Es lo que Pablo predica y anuncia, como hemos escuchado en el texto de los Hechos de los Apóstoles. Pablo va ya de regreso a Jerusalén en su tercer viaje apostólico y desde Mileto llama a los presbíteros de la Iglesia de Éfeso. Mileto está cercano al mar en la ruta que hace el barco que le lleva a Jerusalén y era más fácil que vinieran los presbíteros de Éfeso. Esto suena a despedida que escuchamos hoy y completaremos mañana.
Recuerda el apóstol su tarea y su esfuerzo en el que ha puesto toda su vida. ‘Sabéis que no he ahorrado medio alguno, que he predicado y enseñado en público y en privado, insistiendo a judíos y griegos a que se conviertan y crean en nuestro Señor Jesús’. Su preocupación es ‘completar mi carrera y cumplir el encargo que me dio el Señor Jesús, ser testigo del Evangelio que es la gracia de Dios’.
Ahora ‘forzado por el Espíritu va a Jerusalén’, presintiendo lo que le espera, ‘cárceles y luchas’. Pero Pablo se deja conducir por el Espíritu del Señor.
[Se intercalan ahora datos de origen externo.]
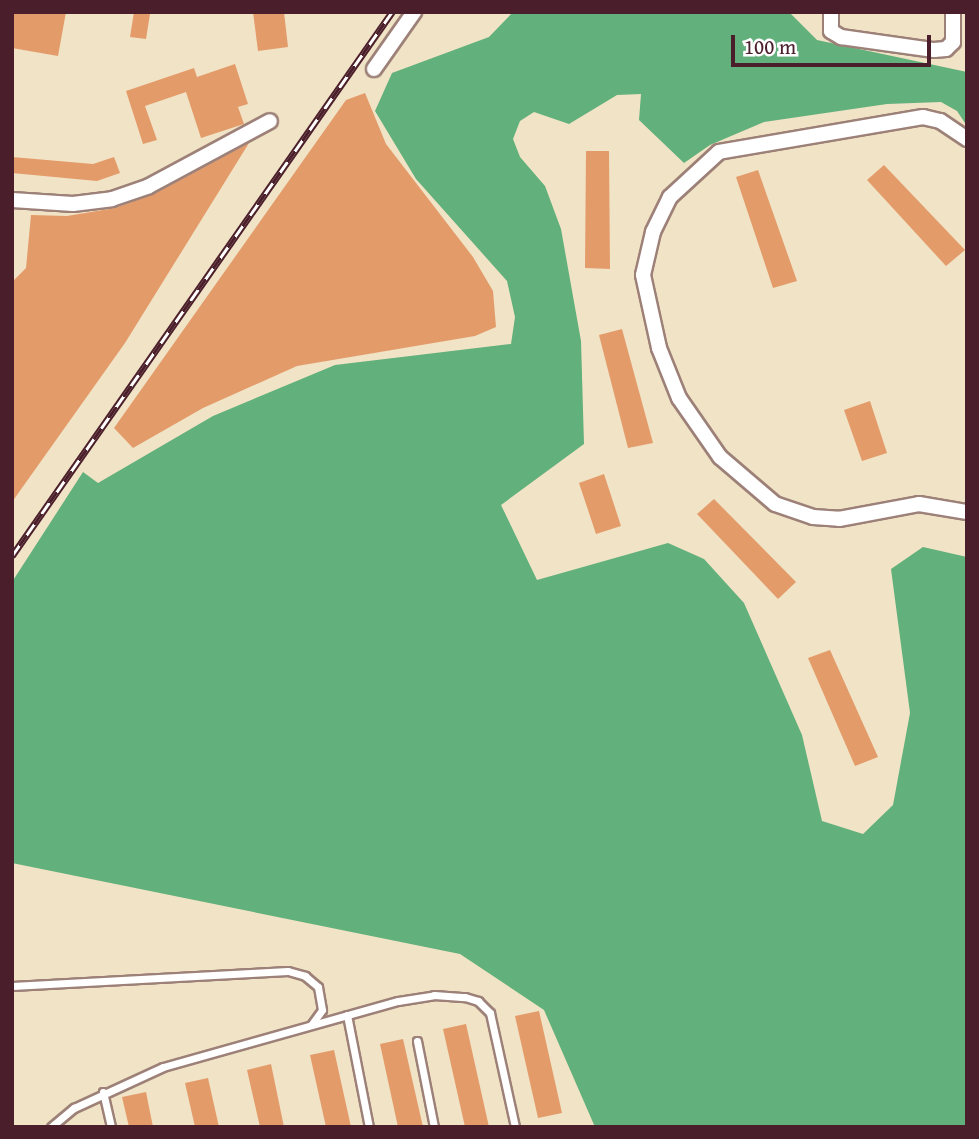 <!DOCTYPE html>
<style>
body{margin:0}
#map{position:relative;width:979px;height:1139px;overflow:hidden;background:#f0e3c6;font-family:"Gentium Book Plus",serif}
div>[style]{position:absolute}
.forest>*{inset:0;background:#62b07b}
.building>*{inset:0;background:#e49b6a}
.roads{filter:drop-shadow(2px 0 #9d8178) drop-shadow(-2px 0 #9d8178) drop-shadow(0 2px #9d8178) drop-shadow(0 -2px #9d8178)}
.service>*{height:7px;margin:-3.5px;padding:0 3.5px;transform-origin:3.5px;border-radius:3.5px;background:#fff}
.minor>*{height:14px;margin:-7px;padding:0 7px;transform-origin:7px;border-radius:7px;background:#fff}
.rail>*{height:7px;margin-top:-3.5px;transform-origin:0;background:repeating-linear-gradient(90deg,#fff 0 13px,#4a1f2b 0 26px);box-sizing:border-box;border-block:2px solid #4a1f2b}
span{translate:-50% -50%;white-space:nowrap;text-align:center;line-height:1.15;-webkit-text-stroke:7px #fff;paint-order:stroke}
.frame{position:absolute;inset:0;border:14px solid #4a1f2b;pointer-events:none}
.scale{position:absolute;left:731px;top:35px;width:200px;height:32px;box-sizing:border-box;border:4px solid #4a1f2b;border-top:0;padding-left:9px;font-size:21px;line-height:24px;white-space:nowrap;color:#4a1f2b;-webkit-text-stroke:5px #fff;paint-order:stroke}
</style>
<div id="map">
<div class="forest">
<i style="clip-path:polygon(513px 12px,789px 12px,817px 40px,967px 72px,967px 126px,957px 111px,941px 102px,887px 104px,764px 122px,710px 145px,684px 163px,639px 120px,641px 94px,617px 95px,569px 124px,534px 112px,520px 121px,513px 139px,520px 157px,545px 186px,561px 229px,581px 341px,584px 444px,501px 505px,537px 580px,668px 543px,704px 559px,744px 603px,802px 735px,822px 821px,863px 834px,893px 805px,910px 713px,891px 569px,923px 547px,967px 557px,967px 1127px,595px 1127px,544px 1010px,460px 954px,12px 863px,12px 582px,83px 472px,98px 483px,213px 416px,335px 365px,511px 344px,515px 317px,507px 281px,416px 179px,375px 111px,392px 73px,489px 37px)"></i>
</div>
<div class="building">
<i style="clip-path:polygon(12px 12px,66px 12px,58px 56px,12px 48px)"></i>
<i style="clip-path:polygon(134px 12px,150px 14px,146px 39px,130px 37px)"></i>
<i style="clip-path:polygon(253px 12px,284px 12px,288px 47px,258px 51px)"></i>
<i style="clip-path:polygon(235px 64px,248px 104px,238px 107px,244px 124px,201px 138px,186px 92px,145px 106px,157px 140px,143px 144px,126px 91px,194px 68px,197px 77px)"></i>
<i style="clip-path:polygon(365px 93px,386px 144px,473px 257px,493px 291px,496px 327px,475px 336px,297px 366px,203px 408px,133px 448px,114px 428px,346px 100px)"></i>
<i style="clip-path:polygon(249px 143px,125px 343px,12px 502px,12px 282px,26px 268px,31px 215px,67px 216px,115px 208px,154px 194px)"></i>
<i style="clip-path:polygon(586px 151px,609px 151px,610px 269px,585px 268px)"></i>
<i style="clip-path:polygon(12px 157px,93px 164px,114px 157px,120px 173px,97px 181px,12px 173px)"></i>
<i style="clip-path:polygon(884px 165px,965px 250px,946px 266px,867px 180px)"></i>
<i style="clip-path:polygon(758px 170px,797px 281px,773px 288px,736px 177px)"></i>
<i style="clip-path:polygon(622px 329px,653px 443px,628px 448px,599px 335px)"></i>
<i style="clip-path:polygon(870px 401px,887px 453px,862px 461px,844px 410px)"></i>
<i style="clip-path:polygon(604px 474px,621px 526px,596px 534px,579px 483px)"></i>
<i style="clip-path:polygon(714px 499px,796px 582px,778px 599px,697px 514px)"></i>
<i style="clip-path:polygon(830px 650px,878px 757px,855px 766px,808px 658px)"></i>
<i style="clip-path:polygon(539px 1011px,562px 1113px,538px 1118px,515px 1016px)"></i>
<i style="clip-path:polygon(466px 1024px,489px 1127px,465px 1127px,443px 1029px)"></i>
<i style="clip-path:polygon(403px 1039px,423px 1127px,398px 1127px,380px 1044px)"></i>
<i style="clip-path:polygon(334px 1050px,351px 1127px,326px 1127px,310px 1055px)"></i>
<i style="clip-path:polygon(271px 1064px,284px 1127px,260px 1127px,247px 1070px)"></i>
<i style="clip-path:polygon(208px 1078px,219px 1127px,195px 1127px,185px 1083px)"></i>
<i style="clip-path:polygon(146px 1092px,153px 1127px,129px 1127px,122px 1097px)"></i>
</div>
<div class="roads">
<div class="service">
<i style="left:12px;top:986px;width:276px;rotate:-3.1deg"></i>
<i style="left:288px;top:971px;width:18px;rotate:16deg"></i>
<i style="left:305px;top:976px;width:17px;rotate:40deg"></i>
<i style="left:318px;top:987px;width:23px;rotate:80deg"></i>
<i style="left:322px;top:1010px;width:17px;rotate:126deg"></i>
<i style="left:347px;top:1015px;width:114px;rotate:78.9deg"></i>
<i style="left:417px;top:1041px;width:88px;rotate:78.8deg"></i>
<i style="left:103px;top:1092px;width:36px;rotate:77deg"></i>
<i style="left:51px;top:1127px;width:30px;rotate:-40deg"></i>
<i style="left:74px;top:1108px;width:98px;rotate:-24.7deg"></i>
<i style="left:163px;top:1067px;width:244px;rotate:-15.7deg"></i>
<i style="left:398px;top:1001px;width:36px;rotate:-9deg"></i>
<i style="left:434px;top:995px;width:31px;rotate:4deg"></i>
<i style="left:465px;top:997px;width:14px;rotate:17deg"></i>
<i style="left:478px;top:1001px;width:17px;rotate:45deg"></i>
<i style="left:490px;top:1013px;width:117px;rotate:77.6deg"></i>
</div>
<div class="minor">
<i style="left:831px;top:12px;width:19px;rotate:90deg"></i>
<i style="left:831px;top:31px;width:12px;rotate:31deg"></i>
<i style="left:841px;top:37px;width:94px;rotate:8deg"></i>
<i style="left:934px;top:50px;width:12px;rotate:-5deg"></i>
<i style="left:946px;top:49px;width:10px;rotate:-45deg"></i>
<i style="left:953px;top:42px;width:30px;rotate:-90deg"></i>
<i style="left:374px;top:69px;width:70px;rotate:-54.9deg"></i>
<i style="left:967px;top:139px;width:32px;rotate:-146deg"></i>
<i style="left:940px;top:121px;width:17px;rotate:-167deg"></i>
<i style="left:923px;top:117px;width:207px;rotate:170.3deg"></i>
<i style="left:719px;top:152px;width:67px;rotate:137.4deg"></i>
<i style="left:670px;top:197px;width:39px;rotate:116deg"></i>
<i style="left:653px;top:232px;width:44px;rotate:103.1deg"></i>
<i style="left:643px;top:275px;width:75px;rotate:77.6deg"></i>
<i style="left:659px;top:348px;width:54px;rotate:68.2deg"></i>
<i style="left:679px;top:398px;width:72px;rotate:55.2deg"></i>
<i style="left:720px;top:457px;width:72px;rotate:40.5deg"></i>
<i style="left:775px;top:504px;width:40px;rotate:18.9deg"></i>
<i style="left:813px;top:517px;width:26px;rotate:4deg"></i>
<i style="left:839px;top:519px;width:81px;rotate:-10.6deg"></i>
<i style="left:919px;top:504px;width:49px;rotate:9.5deg"></i>
<i style="left:12px;top:200px;width:61px;rotate:3.8deg"></i>
<i style="left:73px;top:204px;width:39px;rotate:-7deg"></i>
<i style="left:112px;top:199px;width:39px;rotate:-19deg"></i>
<i style="left:149px;top:186px;width:137px;rotate:-28.2deg"></i>
</div>
</div>
<div class="rail">
<i style="left:12px;top:556px;width:664px;rotate:-55.06deg"></i>
</div>
<div class="frame"></div>
<div class="scale">100 m</div>
</div>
Lo que nosotros tenemos que aprender. Es el Espíritu el que nos guía y nos santifica, el que nos habla en el corazón y nos señala los caminos del Señor, el que es nuestra fuerza para nuestras luchas y el fuego divino que nos llevará a ser testigos y dar testimonio de nuestra fe con toda valentía, el que nos hace creer en Jesús y convertirnos de verdad a El, el que nos inunda de vida divina y el que nos hace hijos de Dios.
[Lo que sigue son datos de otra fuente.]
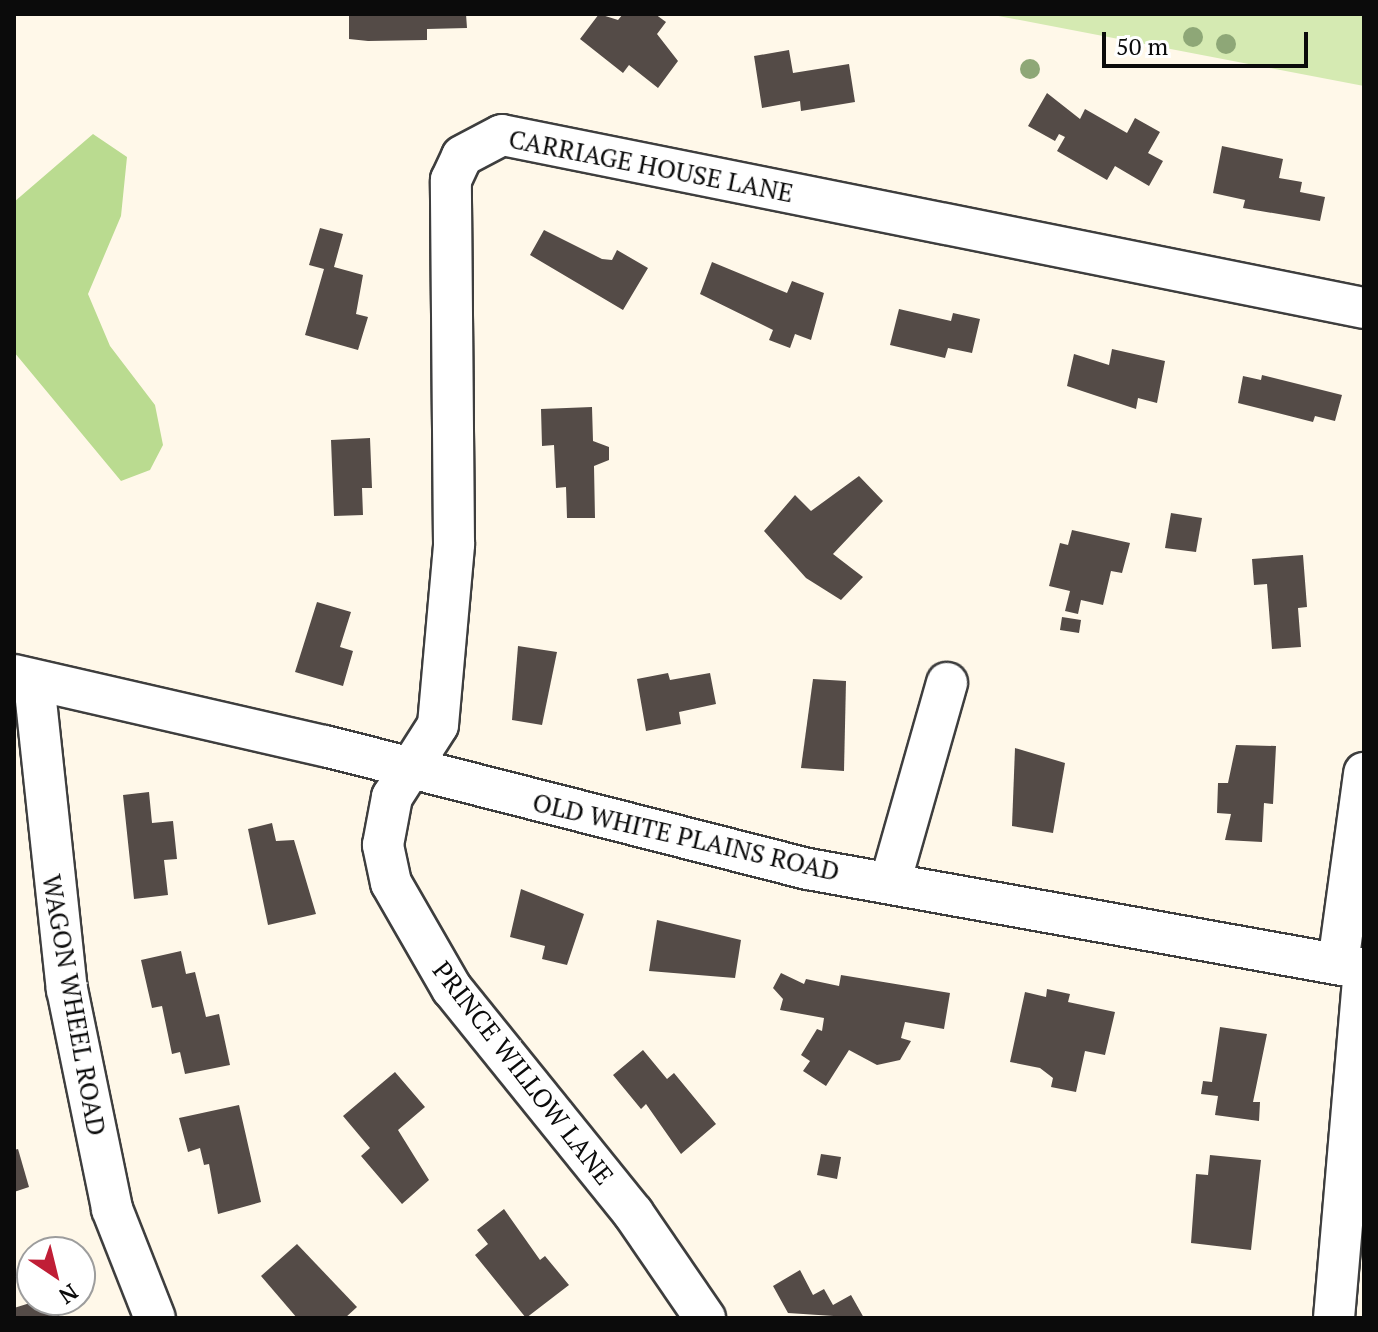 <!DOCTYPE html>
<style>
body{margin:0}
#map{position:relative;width:1378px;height:1332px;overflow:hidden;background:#fff8e9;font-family:"PT Serif",serif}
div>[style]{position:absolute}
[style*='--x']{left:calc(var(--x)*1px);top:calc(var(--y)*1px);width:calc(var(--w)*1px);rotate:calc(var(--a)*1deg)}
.green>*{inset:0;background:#d5eab2}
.forest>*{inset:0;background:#badb90}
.building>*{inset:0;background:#544b47}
.roads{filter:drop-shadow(2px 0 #3e3e3e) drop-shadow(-2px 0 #3e3e3e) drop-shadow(0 2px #3e3e3e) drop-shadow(0 -2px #3e3e3e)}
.minor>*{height:40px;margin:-20px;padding:0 20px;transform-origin:20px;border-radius:20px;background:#fff}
.trees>*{width:20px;height:20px;margin:-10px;border-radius:50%;background:#8ea777}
span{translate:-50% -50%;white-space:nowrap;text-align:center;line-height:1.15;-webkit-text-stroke:8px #fff;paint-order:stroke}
.street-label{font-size:26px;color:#0b0b0b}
.frame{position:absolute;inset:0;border:16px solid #0b0b0b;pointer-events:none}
.north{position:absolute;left:16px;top:1236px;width:80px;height:80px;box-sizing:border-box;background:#fff;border:2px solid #9d9d9d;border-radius:50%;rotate:145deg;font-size:22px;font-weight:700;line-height:32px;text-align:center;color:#0b0b0b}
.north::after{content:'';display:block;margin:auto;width:28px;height:36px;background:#c01e36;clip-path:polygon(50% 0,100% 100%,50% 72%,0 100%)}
.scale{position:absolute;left:1102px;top:32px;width:206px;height:36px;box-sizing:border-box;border:4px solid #0b0b0b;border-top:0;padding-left:10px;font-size:24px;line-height:28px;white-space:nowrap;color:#0b0b0b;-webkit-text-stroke:6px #fff;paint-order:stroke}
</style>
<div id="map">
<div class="green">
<div style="clip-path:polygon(988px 14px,1364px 14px,1364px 86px)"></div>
</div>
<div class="forest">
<div style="clip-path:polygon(93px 134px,127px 157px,121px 216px,88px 294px,110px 346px,155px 405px,163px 445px,150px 470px,121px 481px,14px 352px,14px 202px)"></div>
</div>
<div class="building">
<div style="clip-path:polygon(349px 14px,466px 14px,467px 28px,427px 29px,427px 40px,368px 41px,349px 39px)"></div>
<div style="clip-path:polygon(599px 14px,618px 20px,623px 14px,655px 14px,666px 22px,657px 34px,678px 61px,658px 88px,629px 65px,623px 73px,580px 39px)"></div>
<div style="clip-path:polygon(789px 50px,793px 73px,849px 64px,855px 102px,801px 111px,800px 101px,762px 108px,754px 56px)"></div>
<div style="clip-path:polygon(1047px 93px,1080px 119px,1085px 109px,1127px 133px,1135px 118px,1160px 132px,1148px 153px,1163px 161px,1149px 186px,1115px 166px,1107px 180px,1057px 151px,1065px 137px,1059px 134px,1055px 141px,1028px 126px)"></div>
<div style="clip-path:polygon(1222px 146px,1283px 159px,1279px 178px,1302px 182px,1300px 192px,1325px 197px,1320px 221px,1243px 208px,1245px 200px,1213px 193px)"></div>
<div style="clip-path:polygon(320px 228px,343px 234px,334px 267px,363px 275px,356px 314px,368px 317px,358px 350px,305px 335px,324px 269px,309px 265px)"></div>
<div style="clip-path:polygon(544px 230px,602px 259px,612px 260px,617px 250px,648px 268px,623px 310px,530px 255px)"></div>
<div style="clip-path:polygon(712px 262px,787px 293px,792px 281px,824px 293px,811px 340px,795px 334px,790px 348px,769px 340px,773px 330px,700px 294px)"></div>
<div style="clip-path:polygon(899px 309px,951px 321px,953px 313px,980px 319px,972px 353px,948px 348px,945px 358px,890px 345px)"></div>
<div style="clip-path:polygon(1112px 349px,1165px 361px,1157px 403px,1138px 398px,1136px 409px,1067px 386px,1074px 354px,1109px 365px)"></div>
<div style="clip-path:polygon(1262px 375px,1342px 395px,1335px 421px,1315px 416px,1313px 422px,1238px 403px,1243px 376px,1261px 380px)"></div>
<div style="clip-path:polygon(592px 407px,593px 441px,609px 447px,609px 460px,594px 466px,595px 518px,567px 518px,566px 487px,556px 488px,554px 445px,542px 446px,541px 409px)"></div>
<div style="clip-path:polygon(370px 438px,372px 488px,362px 488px,363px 515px,334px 516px,331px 440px)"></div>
<div style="clip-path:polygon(859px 476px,883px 501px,833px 554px,863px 577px,841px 600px,806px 578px,764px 531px,795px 495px,811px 511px)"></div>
<div style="clip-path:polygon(1171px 513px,1202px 518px,1196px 552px,1165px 548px)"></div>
<div style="clip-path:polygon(1072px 530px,1130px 543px,1122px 573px,1111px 571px,1103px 605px,1081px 600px,1078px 614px,1065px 611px,1070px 591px,1049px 586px,1060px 543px,1068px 545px)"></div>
<div style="clip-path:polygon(1303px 555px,1307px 607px,1298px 608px,1301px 647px,1272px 649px,1267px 584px,1254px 585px,1252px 559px)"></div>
<div style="clip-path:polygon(317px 602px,351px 612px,340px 647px,353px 651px,343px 686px,295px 672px)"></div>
<div style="clip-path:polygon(1062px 617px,1081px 620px,1079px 633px,1060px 630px)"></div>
<div style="clip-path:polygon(518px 646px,557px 652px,542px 725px,512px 720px)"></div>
<div style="clip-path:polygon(668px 673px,670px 680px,710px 673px,716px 704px,679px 712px,681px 724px,646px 731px,637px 679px)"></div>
<div style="clip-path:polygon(813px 679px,846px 681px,844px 771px,801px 768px)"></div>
<div style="clip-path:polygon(1236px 745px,1276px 746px,1273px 804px,1264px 803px,1262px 842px,1225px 840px,1231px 814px,1217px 813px,1218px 783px,1228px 783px)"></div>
<div style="clip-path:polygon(1015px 748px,1065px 763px,1053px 833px,1012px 826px)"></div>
<div style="clip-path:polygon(149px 792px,152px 823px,173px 821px,177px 859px,164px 860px,168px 895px,134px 899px,123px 795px)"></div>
<div style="clip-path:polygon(272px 823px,276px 841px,294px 840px,316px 914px,268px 925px,248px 829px)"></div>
<div style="clip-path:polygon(521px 889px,584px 914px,567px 965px,542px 959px,545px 946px,510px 937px)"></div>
<div style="clip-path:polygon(657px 920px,741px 940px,735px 978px,649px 971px)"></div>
<div style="clip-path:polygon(181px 951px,186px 974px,195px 972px,206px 1017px,219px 1014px,230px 1065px,185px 1074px,180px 1052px,172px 1054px,162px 1006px,152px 1008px,141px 960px)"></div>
<div style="clip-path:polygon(781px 973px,804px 984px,806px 979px,839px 986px,841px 975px,950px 993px,944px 1029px,905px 1022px,901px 1038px,911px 1041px,900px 1060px,877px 1065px,849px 1050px,826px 1086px,803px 1071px,810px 1061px,801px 1055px,817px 1029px,822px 1031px,824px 1018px,780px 1010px,783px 999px,773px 988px)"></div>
<div style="clip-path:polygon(1047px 989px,1070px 994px,1068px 1002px,1115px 1012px,1105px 1055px,1085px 1051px,1076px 1092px,1051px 1087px,1053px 1078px,1040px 1068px,1010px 1062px,1025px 992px,1046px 997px)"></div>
<div style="clip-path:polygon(1220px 1027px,1267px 1034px,1253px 1102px,1260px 1102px,1259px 1121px,1215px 1115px,1218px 1096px,1201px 1094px,1203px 1081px,1212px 1082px)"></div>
<div style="clip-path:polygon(643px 1050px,667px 1079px,674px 1073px,716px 1124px,681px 1154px,646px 1104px,641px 1109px,613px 1075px)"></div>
<div style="clip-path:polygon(395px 1072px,425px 1107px,398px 1130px,429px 1180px,402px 1204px,361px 1156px,370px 1148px,343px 1116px)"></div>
<div style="clip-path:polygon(239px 1105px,261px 1202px,218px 1214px,209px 1164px,204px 1165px,200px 1148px,188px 1152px,179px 1118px)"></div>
<div style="clip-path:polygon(18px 1149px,29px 1187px,14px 1192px,14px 1150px)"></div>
<div style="clip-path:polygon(821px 1154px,841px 1157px,837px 1179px,817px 1175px)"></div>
<div style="clip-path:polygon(1210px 1155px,1261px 1160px,1251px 1250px,1191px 1243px,1196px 1174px,1208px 1175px)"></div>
<div style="clip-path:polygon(504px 1209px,540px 1260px,545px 1256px,569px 1285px,526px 1318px,475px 1255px,488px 1244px,477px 1230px)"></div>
<div style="clip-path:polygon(297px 1244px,357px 1307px,345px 1318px,297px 1318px,261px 1276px)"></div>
<div style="clip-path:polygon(32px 1259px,32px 1300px,55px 1300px,60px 1318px,14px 1318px,14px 1308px,30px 1303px,18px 1264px)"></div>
<div style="clip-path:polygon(800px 1270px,813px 1295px,824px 1289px,833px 1305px,851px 1295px,864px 1318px,788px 1313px,773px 1286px)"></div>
</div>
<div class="roads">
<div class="minor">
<div style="--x:14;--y:675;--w:319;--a:12.9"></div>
<div style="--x:325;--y:746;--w:498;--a:14.3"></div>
<div style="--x:808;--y:869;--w:565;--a:10.2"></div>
<div style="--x:34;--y:682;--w:309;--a:83.9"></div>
<div style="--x:67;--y:989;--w:225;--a:78.4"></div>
<div style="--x:112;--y:1209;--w:117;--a:68.5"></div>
<div style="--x:890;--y:883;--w:208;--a:-74.1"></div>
<div style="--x:1338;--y:964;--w:193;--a:-82.2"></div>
<div style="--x:705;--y:1318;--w:127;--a:-124.4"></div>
<div style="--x:633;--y:1213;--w:288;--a:-128.9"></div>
<div style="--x:452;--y:989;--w:122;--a:-119.9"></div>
<div style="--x:391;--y:883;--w:39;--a:-102"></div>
<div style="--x:383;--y:845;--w:49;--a:-79.4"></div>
<div style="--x:392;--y:797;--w:85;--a:-57.4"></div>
<div style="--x:438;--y:725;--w:182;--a:-84.9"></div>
<div style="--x:454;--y:544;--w:364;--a:-90.5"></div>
<div style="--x:451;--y:180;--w:26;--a:-65"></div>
<div style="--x:462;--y:156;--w:45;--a:-27.7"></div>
<div style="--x:502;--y:135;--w:879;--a:11.35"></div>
<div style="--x:1334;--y:1318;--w:350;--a:-85.1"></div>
</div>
</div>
<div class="trees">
<div style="left:1193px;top:37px"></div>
<div style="left:1226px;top:44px"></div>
<div style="left:1030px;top:69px"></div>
</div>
<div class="street-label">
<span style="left:651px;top:166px;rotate:11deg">CARRIAGE HOUSE LANE</span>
<span style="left:686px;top:837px;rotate:13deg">OLD WHITE PLAINS ROAD</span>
<span style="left:74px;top:1005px;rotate:80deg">WAGON WHEEL ROAD</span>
<span style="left:523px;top:1073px;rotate:52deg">PRINCE WILLOW LANE</span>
</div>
<div class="frame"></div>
<div class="north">N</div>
<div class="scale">50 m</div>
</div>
En esta semana en que nos preparamos para la celebración de Pentecostés tengamos en cuenta lo que hemos pedido hoy en la oración litúrgica. Que el Espíritu Santo ‘haciendo morada en nosotros, nos convierta en templos de su gloria’. Recordemos cómo hemos sido ungidos en el Bautismo para hacernos morada de Dios y templos de su Espíritu.